Born April 16, 1898 in between Joseph Village and Kechumstuk in a camp shelter, Chief Andrew Isaac was given the name Aandoo’ by Chief Harry Luke, a relative of his grandfather Chief Isaac. Being educated by many great Chiefs since he was a boy, Chief Andrew Isaac learned all aspects of the Athabascan lifestyle.
The year 1904 marked the first time Chief Andrew Isaac met a western person. Episcopal Archdeacon Hudson Stuck came through speaking a foreign language, English. One day as a child Chief Andrew Isaac was on a hunting trip and was accidentally shot by his friend. He remembered the prayers he had learned at church and prayed several times on his way back to the village. He lost so much blood that he had grown weak and was near death. The young Chief Andrew Isaac made a miraculous recovery in just four days and ever since then was a believer and follower of the Lord.
It was about that time when the Athabascan people encountered their first epidemic, the German Measles. This was not the only epidemic that killed many Athabascans. In 1924, Lake Mansfield caught their first spell of the flu. Nearly two dozen people passed away in one week.
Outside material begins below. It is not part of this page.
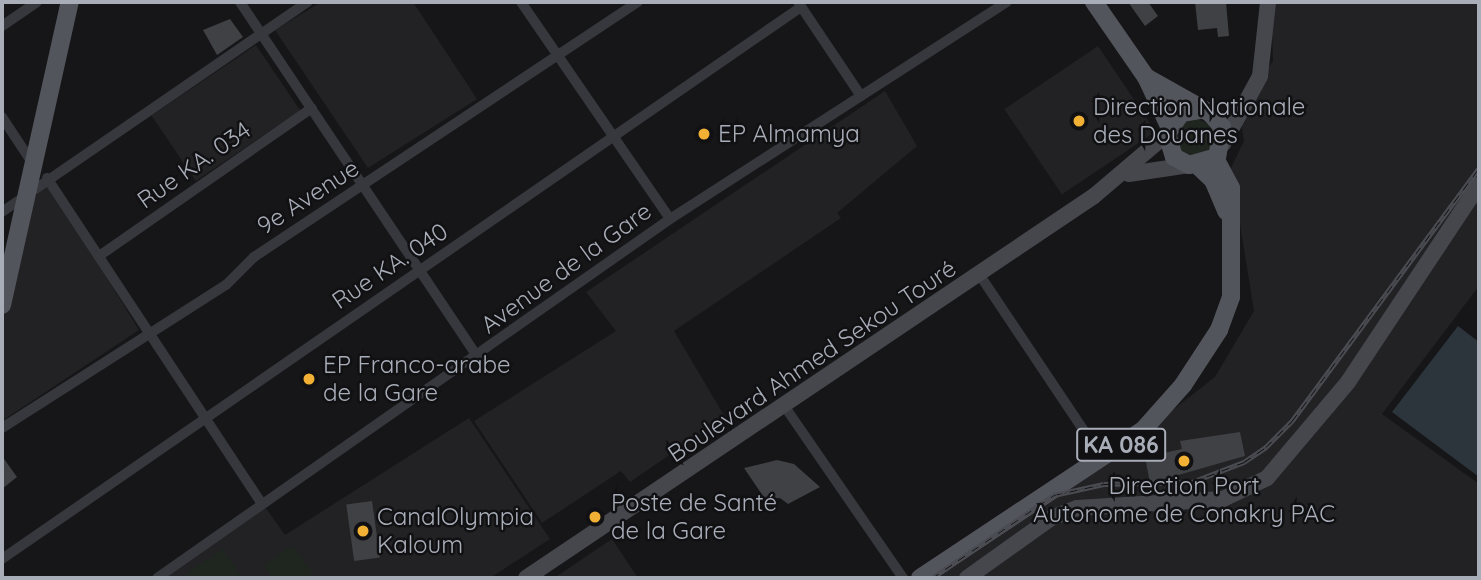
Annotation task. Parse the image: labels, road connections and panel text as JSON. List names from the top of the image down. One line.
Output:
{"streets":{"main road":["KA 086"],"street":["Rue KA. 034","9e Avenue","Rue KA. 040","Avenue de la Gare","Boulevard Ahmed Sekou Touré"]},"crossings":[["Boulevard Ahmed Sekou Touré","KA 086"]],"places":["Direction Nationale des Douanes","EP Almamya","EP Franco-arabe de la Gare","Direction Port Autonome de Conakry PAC","Poste de Santé de la Gare","CanalOlympia Kaloum"]}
Chief Andrew Isaac was one of the first to catch the flu and was fortunate enough to survive. After the flu had passed through, the Chief recalls having held potlatches for three years to commemorate the deceased.
At the age of 11, Chief Andrew Isaac became employed in the Coal Mines and then later in the Gold Mines. Gold prospectors used to pay five dollars per day to incorporate Athabascan laborers as supply carriers for exploration. Chief Andrew Isaac recalled spending weeks at a time guiding prospectors through the wilderness.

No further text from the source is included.